Nach Auffassung des Beschwerdegerichts gebietet es bei einer entsprechenden Sachlage das im Rahmen der Wertfestsetzung gemäß § 8 Abs. 2 Satz 2 BRAGO auszuübende billige Ermessen, das insbesondere auch zu einer angemessenen Vergütung des Rechtsanwalts führen soll, die Wertfestsetzung für einen Antrag nach § 103 BetrVG in der Weise festzusetzen, dass von der regelmäßigen Vergütung des Arbeitnehmers für drei Monate ausgegangen und die Tatsache, dass die Vergütung innerhalb der absehbaren Zeit durch die Elternzeit -oder ggf. aus anderen Gründen - vorübergehend gemindert ist oder vorübergehend auch ganz entfällt, durch einen angemessenen Abschlag berücksichtigt wird. Nur ein solches Vorgehen verhindert Zufallsergebnisse in Abhängigkeit davon, ob und in welchem Umfang bereits feststehende Zeiten vorübergehender Verdienstminderung gerade in die drei auf die Antragstellung folgenden Monate fallen.

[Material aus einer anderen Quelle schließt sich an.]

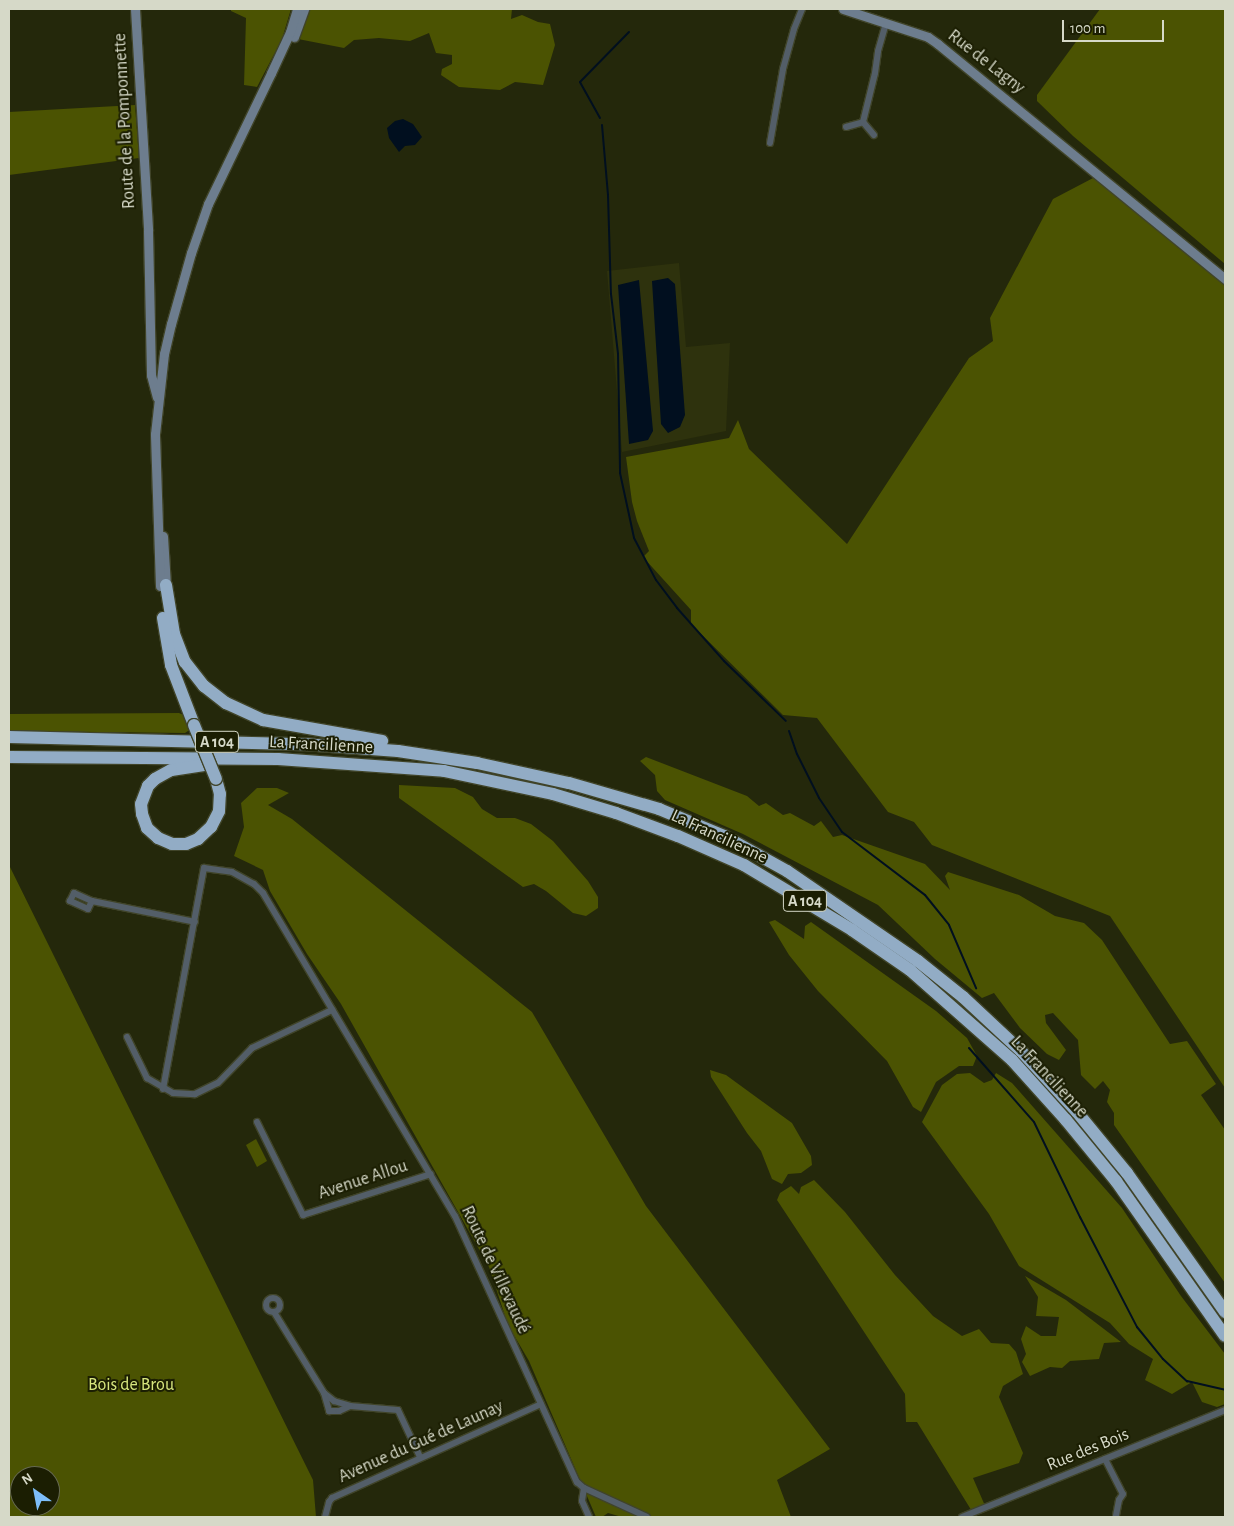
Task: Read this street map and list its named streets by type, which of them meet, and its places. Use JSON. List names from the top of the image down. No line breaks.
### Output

Ohne dass dies vorliegend zu entscheiden wäre, dürfte Entsprechendes auch im Rahmen der Gegenstandswertfestsetzung gemäß § 12 Abs. 7 Satz 1 ArbGG für einen Kündigungsschutzrechtsstreit zu gelten haben.

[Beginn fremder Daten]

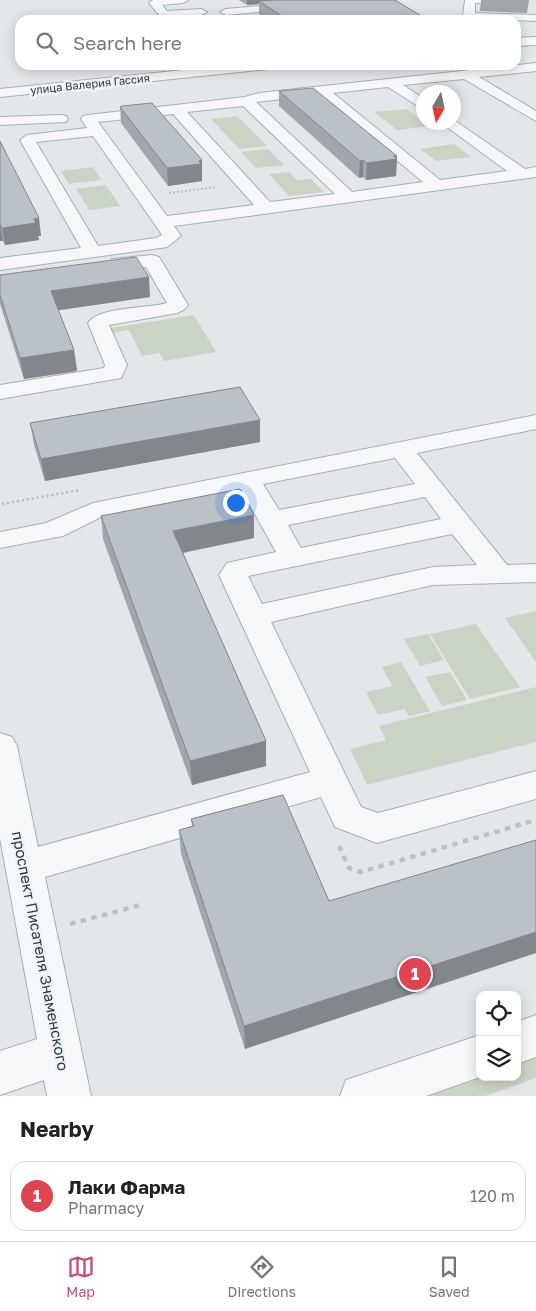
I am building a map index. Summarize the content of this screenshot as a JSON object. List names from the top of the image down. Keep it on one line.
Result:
{"streets":{"street":["улица Валерия Гассия","проспект Писателя Знаменского"]},"north":"bottom","page":{"search":"Search here","pins":"1","heading":"Nearby","list":[{"mark":"1","name":"Лаки Фарма","note":"Pharmacy","value":"120 m"}],"nav":["Map","Directions","Saved"]}}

d) In Anwendung dieser Grundsätze erscheint es vorliegend angemessen, von dem sich bei einer Vollzeitbeschäftigung des Beteiligten zu 3. für drei Monate ergebenden Arbeitsentgelts einen Abschlag von 20% vorzunehmen. Ein höherer Abschlag erscheint deshalb nicht angemessen, weil bei einem Beschlussverfahren nach § 103 BetrVG das Arbeitsverhältnis des beteiligten Arbeitnehmers auf Grund seines Sonderkündigungsschutzes gemäß §§ 15 KSchG, 103 BetrVG auf nicht absehbare Zeit nur außerordentlich kündbar ist und damit für den Fall der Zurückweisung des streitbefangenen Antrages der Arbeitnehmerin in der Regel eine erhebliche Wahrscheinlichkeit für einen längeren Fortbestand des Arbeitsverhältnisses besteht und weil vorliegend die Gehaltsminderung während der befristeten Elternzeit es Beteiligten zu 3. nur für verhältnismäßig kurzer Zeiträume gegolten hat. Das Arbeitsverhältnis des Beteiligten zu 3. war damit bei unterstellter Unbegründetheit des im zu Grunde liegenden Verfahren streitbefangenen Antrags durch den Tatbestand eines deutlichen Überwiegens der Vollzeitbeschäftigung und einer entsprechenden Vergütung geprägt. Andererseits sind die Zeiträume der Gehaltsminderung und deren Ausmaß auch nicht so unerheblich gewesen, dass ein geringerer oder gar kein Abschlag angemessen wäre.

Auf der Grundlage des regelmäßigen monatlichen Gehalts des Beteiligten zu 3. bei Vollzeitbeschäftigung ergibt sich damit im Ausgangspunkt ein Betrag von DM 43.338,26 und bei dem hiervon vorzunehmenden Abschlag von 20 % der festgesetzte Gegenstandswert von DM 34.670,61 entsprechend € 17.726,80.